A Janus Logic Gate with Sensing Function

A layered metastructure (LM) formed by a quasi-periodic arrangement of graphene and isotropic dielectric mediums, which can realize the functions of the tunable logic gate and refractive index (RI) sensing based on spin Hall effect (SHE), is theoretically studied. The asymmetric arrangement of the mediums and the increased angle of the incident electromagnetic waves (EWs) equip the LM with Janus feature. Through the modulation of the graphene chemical potential, the sharp absorption peak (AP) in the terahertz (THz) range can be obtained, and then the AP can be used to implement NOT logic and OR logic respectively corresponding to the forward and backward scales. By locating the incident angle of light corresponding to the SHE displacement peak, the linear measurement relationship between RI and SHE angle can be realized, and the widest RI measurement range is 1-1.4 with the angles changing from 21.88 degrees to 61.84 degrees. Additionally, a good linear range can be achieved, owning the optimum sensitivity (S) up to 153.5 degrees RIU-1. The RI sensing still strictly follows the logic functions of the forward NOT and backward OR via adjusting the chemical potential of graphene and discriminating the peak value of SHE displacement.

Automated summary

A layered metastructure consisting of graphene and isotropic dielectric mediums is studied theoretically, which can achieve the functions of tunable logic gate and refractive index sensing based on spin Hall effect. The asymmetric arrangement of the mediums and the increased angle of the incident electromagnetic waves give the metastructure Janus feature. By adjusting the chemical potential of graphene, a sharp absorption peak in the terahertz range can be obtained, corresponding to the forward and backward scales of NOT logic and OR logic, respectively.

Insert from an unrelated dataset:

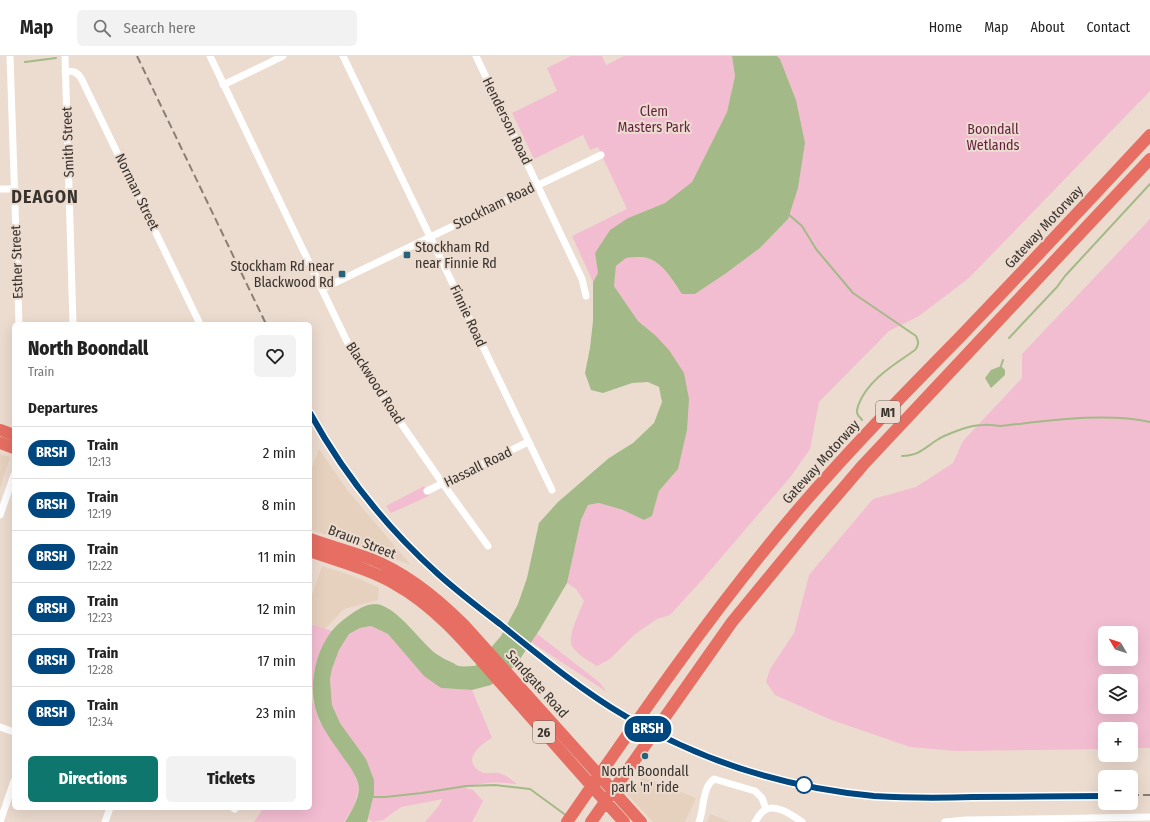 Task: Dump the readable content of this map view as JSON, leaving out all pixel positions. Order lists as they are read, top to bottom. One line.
{"streets":{"highway":["Gateway Motorway","M1","Braun Street","Sandgate Road","26"],"street":["Henderson Road","Smith Street","Norman Street","Stockham Road","Esther Street","Finnie Road","Blackwood Road","Hassall Road"]},"crossings":[["Henderson Road","Stockham Road"],["Smith Street","Norman Street"],["Stockham Road","Finnie Road"],["Stockham Road","Blackwood Road"],["Finnie Road","Hassall Road"],["Blackwood Road","Hassall Road"],["Braun Street","Sandgate Road"]],"districts":["DEAGON"],"parks":["Clem Masters Park","Boondall Wetlands"],"places":{"transit":["Stockham Rd near Finnie Rd","Stockham Rd near Blackwood Rd"],"other":["North Boondall park 'n' ride"]},"north":"top left","page":{"header":"Map","search":"Search here","nav":["Home","Map","About","Contact"],"on_map":"BRSH","heading":[["North Boondall","Train"],"Departures"],"list":[{"mark":"BRSH","name":"Train","note":"12:13","value":"2 min"},{"mark":"BRSH","name":"Train","note":"12:19","value":"8 min"},{"mark":"BRSH","name":"Train","note":"12:22","value":"11 min"},{"mark":"BRSH","name":"Train","note":"12:23","value":"12 min"},{"mark":"BRSH","name":"Train","note":"12:28","value":"17 min"},{"mark":"BRSH","name":"Train","note":"12:34","value":"23 min"}],"map_buttons":["+","−"],"buttons":["Directions","Tickets"]}}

By locating the incident angle of light corresponding to the SHE displacement peak, a linear measurement relationship between refractive index and SHE angle can be realized with a wide measurement range of 1-1.4 and optimum sensitivity up to 153.5 degrees RIU-1. The refractive index sensing still strictly follows the logic functions of forward NOT and backward OR by adjusting the chemical potential of graphene and discerning the peak value of SHE displacement.